Task brief =
From the listing below, pick out each line with the word "rows".

###

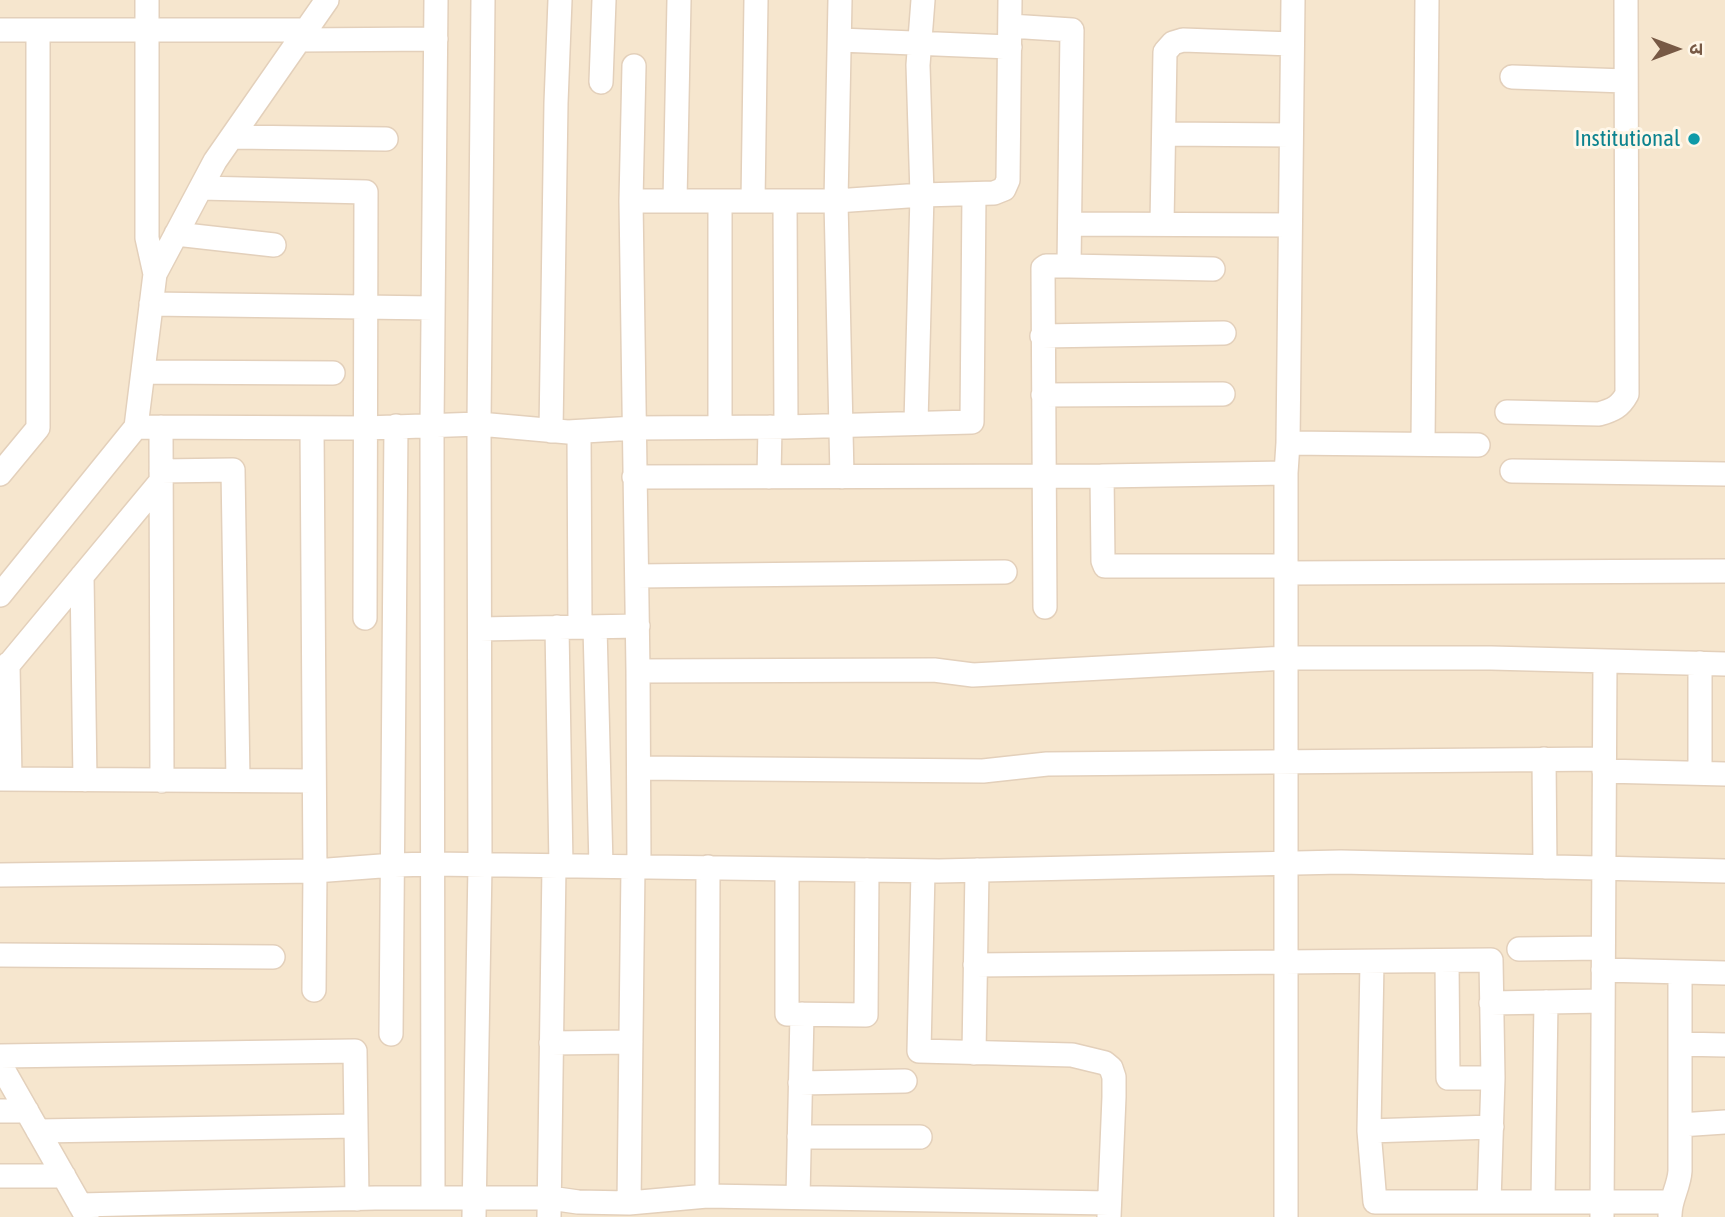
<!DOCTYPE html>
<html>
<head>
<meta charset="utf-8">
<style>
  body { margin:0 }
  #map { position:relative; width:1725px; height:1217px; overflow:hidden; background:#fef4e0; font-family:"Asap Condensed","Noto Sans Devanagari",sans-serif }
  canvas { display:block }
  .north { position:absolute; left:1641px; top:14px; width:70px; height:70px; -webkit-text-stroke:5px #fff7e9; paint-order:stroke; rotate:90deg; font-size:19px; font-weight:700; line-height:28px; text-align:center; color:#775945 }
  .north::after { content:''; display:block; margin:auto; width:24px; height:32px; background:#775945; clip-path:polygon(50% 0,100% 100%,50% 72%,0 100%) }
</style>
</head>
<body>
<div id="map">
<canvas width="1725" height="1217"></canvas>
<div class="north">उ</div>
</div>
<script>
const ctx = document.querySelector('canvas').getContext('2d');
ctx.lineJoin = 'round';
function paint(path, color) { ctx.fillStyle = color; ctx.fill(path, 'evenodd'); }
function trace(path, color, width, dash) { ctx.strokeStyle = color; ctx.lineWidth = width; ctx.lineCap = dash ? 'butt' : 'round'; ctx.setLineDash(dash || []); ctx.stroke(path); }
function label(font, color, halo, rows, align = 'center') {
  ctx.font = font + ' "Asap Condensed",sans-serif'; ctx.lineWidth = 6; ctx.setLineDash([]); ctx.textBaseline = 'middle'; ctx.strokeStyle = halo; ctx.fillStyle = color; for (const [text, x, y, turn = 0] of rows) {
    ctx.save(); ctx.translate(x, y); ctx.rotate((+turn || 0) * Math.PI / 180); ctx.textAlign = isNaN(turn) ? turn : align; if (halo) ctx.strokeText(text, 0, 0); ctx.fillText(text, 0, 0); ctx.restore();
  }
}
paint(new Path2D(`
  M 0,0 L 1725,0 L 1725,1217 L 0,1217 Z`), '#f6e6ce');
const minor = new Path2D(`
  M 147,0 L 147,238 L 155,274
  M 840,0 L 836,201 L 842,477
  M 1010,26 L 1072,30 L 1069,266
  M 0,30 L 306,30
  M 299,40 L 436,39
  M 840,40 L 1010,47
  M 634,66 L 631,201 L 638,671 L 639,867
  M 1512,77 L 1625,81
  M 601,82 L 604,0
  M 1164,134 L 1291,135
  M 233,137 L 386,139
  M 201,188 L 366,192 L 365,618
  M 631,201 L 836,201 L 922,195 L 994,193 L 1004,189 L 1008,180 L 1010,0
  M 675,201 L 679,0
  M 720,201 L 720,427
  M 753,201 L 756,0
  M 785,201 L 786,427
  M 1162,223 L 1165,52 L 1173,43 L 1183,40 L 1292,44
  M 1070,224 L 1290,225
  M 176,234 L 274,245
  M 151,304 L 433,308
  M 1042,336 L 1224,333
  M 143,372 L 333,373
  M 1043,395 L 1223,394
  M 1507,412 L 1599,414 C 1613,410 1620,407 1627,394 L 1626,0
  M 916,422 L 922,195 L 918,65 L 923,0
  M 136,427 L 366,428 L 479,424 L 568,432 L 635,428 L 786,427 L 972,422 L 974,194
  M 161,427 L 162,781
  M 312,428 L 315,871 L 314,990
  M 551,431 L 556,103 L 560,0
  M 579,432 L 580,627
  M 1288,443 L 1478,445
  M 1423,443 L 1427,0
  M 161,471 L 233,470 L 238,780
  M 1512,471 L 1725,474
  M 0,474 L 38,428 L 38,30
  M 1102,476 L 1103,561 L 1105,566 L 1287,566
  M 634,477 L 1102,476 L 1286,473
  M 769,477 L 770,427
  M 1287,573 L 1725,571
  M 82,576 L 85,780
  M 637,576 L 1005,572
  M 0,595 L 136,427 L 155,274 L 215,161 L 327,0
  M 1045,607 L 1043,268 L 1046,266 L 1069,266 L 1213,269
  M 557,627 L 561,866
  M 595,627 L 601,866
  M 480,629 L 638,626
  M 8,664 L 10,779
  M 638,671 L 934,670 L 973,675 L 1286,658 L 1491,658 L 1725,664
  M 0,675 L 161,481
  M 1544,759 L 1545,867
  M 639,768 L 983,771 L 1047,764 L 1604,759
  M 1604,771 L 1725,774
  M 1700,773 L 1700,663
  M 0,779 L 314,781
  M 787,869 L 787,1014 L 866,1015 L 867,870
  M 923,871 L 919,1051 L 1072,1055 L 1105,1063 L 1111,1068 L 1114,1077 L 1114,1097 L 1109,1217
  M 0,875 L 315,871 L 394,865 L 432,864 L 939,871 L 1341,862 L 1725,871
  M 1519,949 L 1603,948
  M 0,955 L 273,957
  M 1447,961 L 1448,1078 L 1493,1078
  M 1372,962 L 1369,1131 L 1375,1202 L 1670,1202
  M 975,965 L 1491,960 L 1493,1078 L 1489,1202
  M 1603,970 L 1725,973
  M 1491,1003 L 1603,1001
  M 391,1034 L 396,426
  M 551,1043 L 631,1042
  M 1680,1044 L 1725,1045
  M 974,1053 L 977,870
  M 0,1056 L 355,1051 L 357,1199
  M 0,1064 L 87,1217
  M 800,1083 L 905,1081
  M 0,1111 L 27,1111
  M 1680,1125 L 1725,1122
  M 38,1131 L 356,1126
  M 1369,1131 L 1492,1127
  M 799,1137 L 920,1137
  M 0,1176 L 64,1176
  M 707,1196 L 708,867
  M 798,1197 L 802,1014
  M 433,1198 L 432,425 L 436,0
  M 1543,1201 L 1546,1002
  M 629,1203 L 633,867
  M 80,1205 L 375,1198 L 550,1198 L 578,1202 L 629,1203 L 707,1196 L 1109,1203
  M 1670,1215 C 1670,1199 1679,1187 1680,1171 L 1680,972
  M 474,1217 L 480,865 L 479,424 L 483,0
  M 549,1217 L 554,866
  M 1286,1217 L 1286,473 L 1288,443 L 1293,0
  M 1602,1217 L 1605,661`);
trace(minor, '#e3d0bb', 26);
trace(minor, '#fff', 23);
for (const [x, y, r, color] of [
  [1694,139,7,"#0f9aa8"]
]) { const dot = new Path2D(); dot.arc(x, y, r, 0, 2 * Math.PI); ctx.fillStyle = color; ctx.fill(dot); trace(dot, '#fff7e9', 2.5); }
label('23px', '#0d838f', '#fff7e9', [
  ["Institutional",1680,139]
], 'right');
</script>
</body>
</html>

###

Response for this exercise =
function label(font, color, halo, rows, align = 'center') {
  ctx.font = font + ' "Asap Condensed",sans-serif'; ctx.lineWidth = 6; ctx.setLineDash([]); ctx.textBaseline = 'middle'; ctx.strokeStyle = halo; ctx.fillStyle = color; for (const [text, x, y, turn = 0] of rows) {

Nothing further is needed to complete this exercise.